Dr. Mohammad Bashayreh
The Commercial Court in Saudi Arabia has decided on numerous applications filed by debtors and creditors under the Bankruptcy Regulation of 2018 (1439 H). That Regulation has introduced rescue procedures for financially distressed enterprises, including judicial (preventive) settlement and reorganization, while also regulating liquidation procedures.
Interestingly, as was noted in other jurisdictions, it seems that newly enacted rescue procedures encouraged debtors to file for settlement or reorganization without having serious justifications to do so.

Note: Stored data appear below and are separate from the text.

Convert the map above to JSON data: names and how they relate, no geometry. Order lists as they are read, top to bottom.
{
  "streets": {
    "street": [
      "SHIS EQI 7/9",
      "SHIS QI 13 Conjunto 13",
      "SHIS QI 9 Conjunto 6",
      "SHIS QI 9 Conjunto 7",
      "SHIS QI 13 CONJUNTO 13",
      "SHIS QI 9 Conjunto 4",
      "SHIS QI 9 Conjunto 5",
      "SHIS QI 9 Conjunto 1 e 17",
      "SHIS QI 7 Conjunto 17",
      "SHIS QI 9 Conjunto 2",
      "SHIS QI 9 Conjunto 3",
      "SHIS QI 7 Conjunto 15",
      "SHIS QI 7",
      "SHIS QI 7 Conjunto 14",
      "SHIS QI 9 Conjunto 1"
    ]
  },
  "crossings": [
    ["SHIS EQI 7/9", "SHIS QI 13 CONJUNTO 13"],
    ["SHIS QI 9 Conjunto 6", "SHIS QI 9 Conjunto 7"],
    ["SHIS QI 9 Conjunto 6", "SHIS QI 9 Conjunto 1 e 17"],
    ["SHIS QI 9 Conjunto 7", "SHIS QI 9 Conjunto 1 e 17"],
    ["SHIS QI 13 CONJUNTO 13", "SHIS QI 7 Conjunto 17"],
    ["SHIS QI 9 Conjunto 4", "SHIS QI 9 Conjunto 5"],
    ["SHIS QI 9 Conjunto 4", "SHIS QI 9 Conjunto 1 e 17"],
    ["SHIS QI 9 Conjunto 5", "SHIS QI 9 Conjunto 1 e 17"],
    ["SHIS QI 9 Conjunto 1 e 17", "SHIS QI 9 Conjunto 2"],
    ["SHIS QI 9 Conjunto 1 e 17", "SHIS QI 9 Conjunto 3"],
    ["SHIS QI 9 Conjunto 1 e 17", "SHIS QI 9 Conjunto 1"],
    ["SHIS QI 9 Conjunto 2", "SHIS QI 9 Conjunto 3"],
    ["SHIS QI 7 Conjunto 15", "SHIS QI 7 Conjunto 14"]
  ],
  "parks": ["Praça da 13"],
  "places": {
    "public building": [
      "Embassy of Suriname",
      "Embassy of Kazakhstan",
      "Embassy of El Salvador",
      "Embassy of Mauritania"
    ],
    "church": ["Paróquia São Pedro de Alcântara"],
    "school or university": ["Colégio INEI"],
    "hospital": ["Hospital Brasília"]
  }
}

However, the jurisprudence of the Commercial Court in Saudi Arabia has demonstrated that filing for bankruptcy is not ‘a soft touch’. In this regard, two observations can be made based on the published court decisions:
One expects that bankruptcy law in Saudi Arabia will benefit from the court’s jurisprudence. Areas for improvement will soon be identified. This links with the development of bankruptcy courses in law schools. Here at PMU, an undergraduate course studies bankruptcy and a forthcoming master’s program will include bankruptcy law in a comparative context, while also examining its international aspects.
It is important for practitioners and academics to follow new cases on bankruptcy. In deciding on bankruptcy petitions, the Commercial Court has elucidated certain aspects of the Bankruptcy Regulation. The following paragraphs highlight some of them.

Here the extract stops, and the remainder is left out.